The Failure of Happy Path Testing: A Post-Mortem
Even after 19 years, the "obvious" can still bite you.
I almost shipped a data-loss bug.
Not because of a logic error or a syntax mistake, but because I fell for the oldest trap in the book: The Happy Path. I was so focused on getting my sync logic working that I completely ignored the physical reality of where the data actually lives.
The "Duh" Moment
I was designing the sync feature. I wanted to give users the choice: "Sync via P2P, Google Drive, or your own NAS."
In my head, a NAS is just a drive. I test on my local NVMe, and everything is lightning fast. I test on a simulated "slow" drive, and it still works. Green checkmarks across the board.
Then it hit me. NAS... POSIX locks... dang.
The Blind Spot
If you’re building a database-backed app (like I am with DuckDB and SQLite), you rely on the OS to handle file locking. On your local machine, this is a solved problem. But as soon as you move that database file to a NAS via SMB or NFS, you aren't in Kansas anymore.
Most consumer-grade NAS protocols have notoriously flaky implementations of POSIX advisory locks. If I had stayed on my "Happy Path," I would have let users point their live DuckDB store at a network drive.
The result? Two devices trying to write at once would have resulted in an immediate IO Error at best, and a completely mangled, unrecoverable database image at worst.

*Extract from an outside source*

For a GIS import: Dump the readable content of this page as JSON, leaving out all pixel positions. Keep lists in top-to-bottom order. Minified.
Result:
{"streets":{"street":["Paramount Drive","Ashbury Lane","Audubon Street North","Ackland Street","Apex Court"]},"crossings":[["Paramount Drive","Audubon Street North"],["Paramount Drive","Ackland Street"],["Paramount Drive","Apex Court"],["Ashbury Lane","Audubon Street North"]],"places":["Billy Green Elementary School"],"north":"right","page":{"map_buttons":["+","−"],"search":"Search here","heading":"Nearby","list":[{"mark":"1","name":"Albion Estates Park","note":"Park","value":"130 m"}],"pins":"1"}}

Why Experience is a Double-Edged Sword
The irony is that I know this. I’ve dealt with network file systems for two decades. But when you’re in "builder mode," you develop a sort of tunnel vision. You assume the environment will behave because your code is "correct."
I forgot to test the Adversarial Environment. I assumed the "Local" in "Local-First" extended to anything mounted as a local volume.
The Pivot: From State to Events
This "Doh!" moment forced a complete rethink of the persistence layer.
The Happy Path approach: Sync the binary database file. (Result: Corruption).
The Resilient approach: The database must stay on the local NVMe. The NAS and Cloud are relegated to being "dumb" mailboxes for immutable Event Logs (Protobuf).
By shifting to an event-sourcing model, I stop caring if the NAS supports POSIX locks. I’m just dropping small, uniquely named files into a folder. If the NAS fails, the file just isn't there yet—it doesn't break the files that are there.
The 6:30 PM Reality Check
So here I am. It’s 6:30 PM. I've already put in a full day of regular work, and I’m sitting here back at the desk having to rebuild this piece because I missed a fundamental edge case.
This means more hours on weirdness. It means writing entirely new sets of adversarial tests to ensure the system survives the environments I forgot to check. It’s a stark reminder that if you aren't testing each environment every step of the way, especially the ones that aren't "polite", you’re just building a house of cards.
My new rule: If a feature depends on the filesystem, test it on the shittiest, most non-compliant network share you can find. If it survives that, it might just survive the users.